If you’re happily employed, you probably didn’t realise that Singapore is undergoing a metamorphosis. It is an economical evolution and the effects of change will affect the entire country.
The economy had shrunk. By how much? Have a look at this chart:
Hiring in 2015 is barely visible.
So when the reports say 31,800 more people here were employed at the end of last year….. but citizens and permanent residents made up only 100 of these, it makes sense. Our pool of workers is so small, businesses have to look elsewhere for essential manpower or cease to exist.
(Foreign manpower is also trending downwards)
This also means less new jobs are created in Singapore. It is a structural change: our economy is not expanding as fast as before. The slowdown had been observed over the last few years.
Today, the Ministry of Manpower announced that employment growth had been flat. You have probably noticed that the GDP numbers of late hasn’t been fantastic either. All in all, workforce expansion is muted.
This probably doesn’t mean much to employees, but to business owners however the effects are felt very strongly.
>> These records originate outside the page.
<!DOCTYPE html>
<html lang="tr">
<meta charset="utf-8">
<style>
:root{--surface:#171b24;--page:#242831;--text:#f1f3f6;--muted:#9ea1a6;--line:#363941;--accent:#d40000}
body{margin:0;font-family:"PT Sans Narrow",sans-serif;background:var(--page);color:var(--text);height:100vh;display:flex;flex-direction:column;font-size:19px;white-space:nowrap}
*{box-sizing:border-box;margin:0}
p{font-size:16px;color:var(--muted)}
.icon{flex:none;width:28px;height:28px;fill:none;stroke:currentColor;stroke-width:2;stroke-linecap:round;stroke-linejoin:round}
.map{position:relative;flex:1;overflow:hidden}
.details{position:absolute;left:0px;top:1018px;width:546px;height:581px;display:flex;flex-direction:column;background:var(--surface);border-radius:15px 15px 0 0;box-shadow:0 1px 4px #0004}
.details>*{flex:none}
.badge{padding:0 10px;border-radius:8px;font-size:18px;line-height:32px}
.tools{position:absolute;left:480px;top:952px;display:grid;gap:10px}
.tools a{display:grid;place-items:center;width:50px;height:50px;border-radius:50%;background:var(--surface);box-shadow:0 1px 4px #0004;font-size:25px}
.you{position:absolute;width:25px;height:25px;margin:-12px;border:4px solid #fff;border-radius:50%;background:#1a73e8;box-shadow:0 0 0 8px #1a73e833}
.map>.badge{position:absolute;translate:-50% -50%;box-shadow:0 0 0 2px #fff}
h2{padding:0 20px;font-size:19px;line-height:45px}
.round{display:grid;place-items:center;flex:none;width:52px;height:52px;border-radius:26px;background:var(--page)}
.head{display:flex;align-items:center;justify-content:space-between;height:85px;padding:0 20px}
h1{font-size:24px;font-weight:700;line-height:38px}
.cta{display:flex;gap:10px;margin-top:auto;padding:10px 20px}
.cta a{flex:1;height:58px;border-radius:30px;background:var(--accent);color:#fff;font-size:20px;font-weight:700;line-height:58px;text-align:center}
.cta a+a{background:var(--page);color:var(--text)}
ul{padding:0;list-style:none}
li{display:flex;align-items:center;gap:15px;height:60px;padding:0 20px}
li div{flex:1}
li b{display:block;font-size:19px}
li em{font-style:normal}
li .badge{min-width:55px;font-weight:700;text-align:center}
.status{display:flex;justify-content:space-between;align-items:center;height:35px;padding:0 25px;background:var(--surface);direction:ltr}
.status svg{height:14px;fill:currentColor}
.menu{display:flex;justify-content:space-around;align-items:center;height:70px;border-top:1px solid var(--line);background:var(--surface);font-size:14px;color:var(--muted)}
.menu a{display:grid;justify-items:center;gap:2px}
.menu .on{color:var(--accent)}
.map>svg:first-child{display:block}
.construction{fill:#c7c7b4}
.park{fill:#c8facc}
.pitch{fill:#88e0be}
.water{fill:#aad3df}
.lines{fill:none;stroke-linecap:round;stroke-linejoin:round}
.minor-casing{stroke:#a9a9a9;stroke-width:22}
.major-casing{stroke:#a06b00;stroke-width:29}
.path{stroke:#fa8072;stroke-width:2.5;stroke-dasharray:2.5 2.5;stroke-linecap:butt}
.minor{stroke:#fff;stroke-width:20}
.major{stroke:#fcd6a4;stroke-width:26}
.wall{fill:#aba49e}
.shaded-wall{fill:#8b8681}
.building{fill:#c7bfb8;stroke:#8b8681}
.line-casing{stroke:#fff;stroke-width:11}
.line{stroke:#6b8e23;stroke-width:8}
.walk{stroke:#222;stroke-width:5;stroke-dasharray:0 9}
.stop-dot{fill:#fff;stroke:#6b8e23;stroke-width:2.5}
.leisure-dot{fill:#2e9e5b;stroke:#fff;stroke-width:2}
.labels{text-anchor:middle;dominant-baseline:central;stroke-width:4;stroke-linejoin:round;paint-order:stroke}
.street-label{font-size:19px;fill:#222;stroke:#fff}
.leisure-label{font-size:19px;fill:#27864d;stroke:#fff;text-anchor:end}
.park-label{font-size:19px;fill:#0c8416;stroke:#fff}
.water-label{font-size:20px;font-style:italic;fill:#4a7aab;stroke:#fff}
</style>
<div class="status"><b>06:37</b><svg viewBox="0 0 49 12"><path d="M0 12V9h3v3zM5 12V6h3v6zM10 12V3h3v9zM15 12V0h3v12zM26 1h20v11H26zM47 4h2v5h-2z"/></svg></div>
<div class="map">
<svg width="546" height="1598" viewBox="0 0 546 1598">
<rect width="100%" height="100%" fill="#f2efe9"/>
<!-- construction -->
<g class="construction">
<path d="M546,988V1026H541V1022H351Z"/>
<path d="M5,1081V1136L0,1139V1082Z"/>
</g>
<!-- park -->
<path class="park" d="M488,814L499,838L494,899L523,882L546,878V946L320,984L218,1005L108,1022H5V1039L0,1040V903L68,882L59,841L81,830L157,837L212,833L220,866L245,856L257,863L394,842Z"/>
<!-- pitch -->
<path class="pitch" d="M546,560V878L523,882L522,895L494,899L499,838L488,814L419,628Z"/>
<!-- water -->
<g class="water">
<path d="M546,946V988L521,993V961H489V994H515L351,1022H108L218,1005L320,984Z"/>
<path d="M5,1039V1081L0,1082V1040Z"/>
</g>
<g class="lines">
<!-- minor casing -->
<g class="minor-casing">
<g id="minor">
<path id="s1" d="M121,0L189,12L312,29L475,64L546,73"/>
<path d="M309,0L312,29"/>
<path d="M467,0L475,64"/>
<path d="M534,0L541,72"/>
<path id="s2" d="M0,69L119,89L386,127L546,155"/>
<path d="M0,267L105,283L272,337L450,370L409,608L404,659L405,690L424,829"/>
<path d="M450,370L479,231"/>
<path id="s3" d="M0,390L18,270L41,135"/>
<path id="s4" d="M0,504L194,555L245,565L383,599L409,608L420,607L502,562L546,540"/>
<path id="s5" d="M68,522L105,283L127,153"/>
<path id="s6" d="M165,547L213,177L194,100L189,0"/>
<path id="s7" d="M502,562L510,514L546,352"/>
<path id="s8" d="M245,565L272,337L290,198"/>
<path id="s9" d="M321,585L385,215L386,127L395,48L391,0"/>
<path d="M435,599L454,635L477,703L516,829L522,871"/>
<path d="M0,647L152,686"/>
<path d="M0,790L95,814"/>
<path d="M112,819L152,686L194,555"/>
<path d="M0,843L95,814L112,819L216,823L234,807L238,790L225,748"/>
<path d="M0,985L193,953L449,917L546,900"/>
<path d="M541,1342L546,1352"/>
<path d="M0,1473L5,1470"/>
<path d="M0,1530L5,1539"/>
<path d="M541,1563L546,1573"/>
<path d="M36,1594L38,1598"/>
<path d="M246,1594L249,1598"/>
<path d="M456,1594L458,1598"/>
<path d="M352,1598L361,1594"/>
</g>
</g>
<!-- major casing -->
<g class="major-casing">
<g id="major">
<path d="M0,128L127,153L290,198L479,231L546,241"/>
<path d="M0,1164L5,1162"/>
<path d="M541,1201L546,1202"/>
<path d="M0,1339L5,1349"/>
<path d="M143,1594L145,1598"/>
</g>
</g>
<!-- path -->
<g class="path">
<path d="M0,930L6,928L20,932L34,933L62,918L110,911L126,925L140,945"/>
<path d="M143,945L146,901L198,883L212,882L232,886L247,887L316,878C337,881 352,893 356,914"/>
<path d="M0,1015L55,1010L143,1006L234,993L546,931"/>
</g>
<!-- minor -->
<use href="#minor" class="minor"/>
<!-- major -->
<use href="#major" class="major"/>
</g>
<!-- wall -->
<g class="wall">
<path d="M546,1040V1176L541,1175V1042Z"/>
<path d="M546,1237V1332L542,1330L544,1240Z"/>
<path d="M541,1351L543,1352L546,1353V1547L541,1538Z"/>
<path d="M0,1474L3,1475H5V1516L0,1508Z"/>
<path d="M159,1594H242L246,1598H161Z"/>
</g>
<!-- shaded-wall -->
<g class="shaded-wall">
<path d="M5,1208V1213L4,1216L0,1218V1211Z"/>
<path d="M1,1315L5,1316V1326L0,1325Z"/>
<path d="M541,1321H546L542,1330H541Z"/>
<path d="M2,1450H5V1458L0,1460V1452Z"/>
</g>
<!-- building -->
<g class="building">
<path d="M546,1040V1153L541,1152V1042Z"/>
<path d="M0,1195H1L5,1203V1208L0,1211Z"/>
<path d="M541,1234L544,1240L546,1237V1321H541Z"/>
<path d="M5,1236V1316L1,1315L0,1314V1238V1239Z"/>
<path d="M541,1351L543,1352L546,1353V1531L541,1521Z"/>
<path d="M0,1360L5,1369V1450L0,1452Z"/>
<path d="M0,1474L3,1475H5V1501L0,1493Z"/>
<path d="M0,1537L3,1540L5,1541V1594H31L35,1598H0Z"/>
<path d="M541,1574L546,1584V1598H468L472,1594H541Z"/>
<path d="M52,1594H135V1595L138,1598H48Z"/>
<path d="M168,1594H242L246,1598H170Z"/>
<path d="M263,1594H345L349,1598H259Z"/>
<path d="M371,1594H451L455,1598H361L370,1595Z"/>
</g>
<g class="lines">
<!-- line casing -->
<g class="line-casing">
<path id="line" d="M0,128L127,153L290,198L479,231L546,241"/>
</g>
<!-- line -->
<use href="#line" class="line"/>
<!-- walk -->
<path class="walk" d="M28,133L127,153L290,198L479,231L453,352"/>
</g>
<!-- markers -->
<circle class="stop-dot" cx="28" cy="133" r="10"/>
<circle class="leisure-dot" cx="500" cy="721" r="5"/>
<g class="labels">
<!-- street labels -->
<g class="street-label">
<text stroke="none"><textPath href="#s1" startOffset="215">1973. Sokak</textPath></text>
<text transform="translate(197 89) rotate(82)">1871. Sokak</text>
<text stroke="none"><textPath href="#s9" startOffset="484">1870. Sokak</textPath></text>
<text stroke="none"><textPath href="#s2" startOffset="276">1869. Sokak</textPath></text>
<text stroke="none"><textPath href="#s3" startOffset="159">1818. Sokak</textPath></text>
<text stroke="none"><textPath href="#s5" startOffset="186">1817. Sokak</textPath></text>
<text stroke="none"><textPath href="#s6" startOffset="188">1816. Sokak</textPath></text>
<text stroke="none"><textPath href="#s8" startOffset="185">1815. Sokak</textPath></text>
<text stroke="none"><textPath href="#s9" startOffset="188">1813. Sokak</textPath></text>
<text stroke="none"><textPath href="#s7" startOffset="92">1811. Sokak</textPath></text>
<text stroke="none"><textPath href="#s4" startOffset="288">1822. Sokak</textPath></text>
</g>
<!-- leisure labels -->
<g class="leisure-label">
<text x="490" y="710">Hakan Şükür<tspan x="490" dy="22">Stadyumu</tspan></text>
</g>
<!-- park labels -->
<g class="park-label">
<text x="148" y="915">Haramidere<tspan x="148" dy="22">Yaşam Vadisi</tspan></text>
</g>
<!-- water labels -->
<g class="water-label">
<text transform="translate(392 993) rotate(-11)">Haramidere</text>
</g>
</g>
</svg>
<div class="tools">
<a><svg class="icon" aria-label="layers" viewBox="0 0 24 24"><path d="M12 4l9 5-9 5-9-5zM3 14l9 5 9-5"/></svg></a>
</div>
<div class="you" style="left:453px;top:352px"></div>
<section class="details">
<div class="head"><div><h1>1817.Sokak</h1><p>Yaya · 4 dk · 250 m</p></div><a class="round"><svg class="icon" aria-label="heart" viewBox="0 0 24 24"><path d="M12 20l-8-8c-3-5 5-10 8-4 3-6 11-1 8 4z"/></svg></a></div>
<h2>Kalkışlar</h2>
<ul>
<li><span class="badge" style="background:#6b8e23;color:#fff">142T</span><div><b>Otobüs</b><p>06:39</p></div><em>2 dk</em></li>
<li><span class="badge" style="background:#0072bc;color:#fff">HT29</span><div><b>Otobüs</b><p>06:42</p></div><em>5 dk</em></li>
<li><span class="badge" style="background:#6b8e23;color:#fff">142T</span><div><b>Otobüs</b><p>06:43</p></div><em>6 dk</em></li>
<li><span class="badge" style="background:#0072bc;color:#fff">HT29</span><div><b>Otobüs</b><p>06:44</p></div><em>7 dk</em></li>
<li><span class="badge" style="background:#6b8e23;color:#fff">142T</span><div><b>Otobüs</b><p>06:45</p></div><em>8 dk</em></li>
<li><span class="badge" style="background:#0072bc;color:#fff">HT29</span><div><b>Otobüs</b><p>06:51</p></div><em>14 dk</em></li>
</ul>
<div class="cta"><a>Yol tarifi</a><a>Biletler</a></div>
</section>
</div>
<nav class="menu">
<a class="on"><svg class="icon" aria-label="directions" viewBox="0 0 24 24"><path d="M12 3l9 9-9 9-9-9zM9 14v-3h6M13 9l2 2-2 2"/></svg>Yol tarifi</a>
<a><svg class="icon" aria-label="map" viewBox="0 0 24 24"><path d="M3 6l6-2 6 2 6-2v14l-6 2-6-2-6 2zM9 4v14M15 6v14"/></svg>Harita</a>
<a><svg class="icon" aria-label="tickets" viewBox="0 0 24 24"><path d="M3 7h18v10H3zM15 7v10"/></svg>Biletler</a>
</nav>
Businesses have shut because they either cannot get the manpower to do work, or it has become unprofitable to continue doing business because labour costs (amongst other sunken costs) have risen.
If you take a walk to your favourite eating and shopping places, you might have noticed some have gone bust. You’ve probably heard of foreign colleagues having to leave the country because their employment passes/permits haven’t been renewed.
All these are results of deliberate action by the government to steer Singapore away from becoming the cold, capitalist society we all fear we’re becoming.
And it is necessary.
If left unmolested, the economy will launch on a trajectory that will take Singapore to a cold, capitalist hell. A millionaire’s underworld where foreigners will outnumber citizens, where there is much wealth but with less heart. Where utility and economic efficiency determine our lives with all the love and care of a washing machine.
We are not yet like that today, far from it.
Employers from all sectors have kept calling for the government to stop tightening the belts on foreign manpower. The common complaint is that there are not enough workers in the Singapore pool to sustain their businesses.
However, there is a limit to how much you can tighten a belt. The country will discover sooner or later that we’ll need to trim the fat off instead. All that unproductiveness and inefficiency from corporate Singapore require more manpower than is necessary. It is necessary now that businesses learn to manage resources, or let natural selection rear its ugly head and let these inefficient businesses die. When these resource hungry businesses cease, manpower is freed up for other more deserving companies.
Perhaps. But this is the world of business – either you run faster or you get eaten.
As long as Singapore is rich with companies and is able to keep the labour market tight and the retrenched can very easily find another job.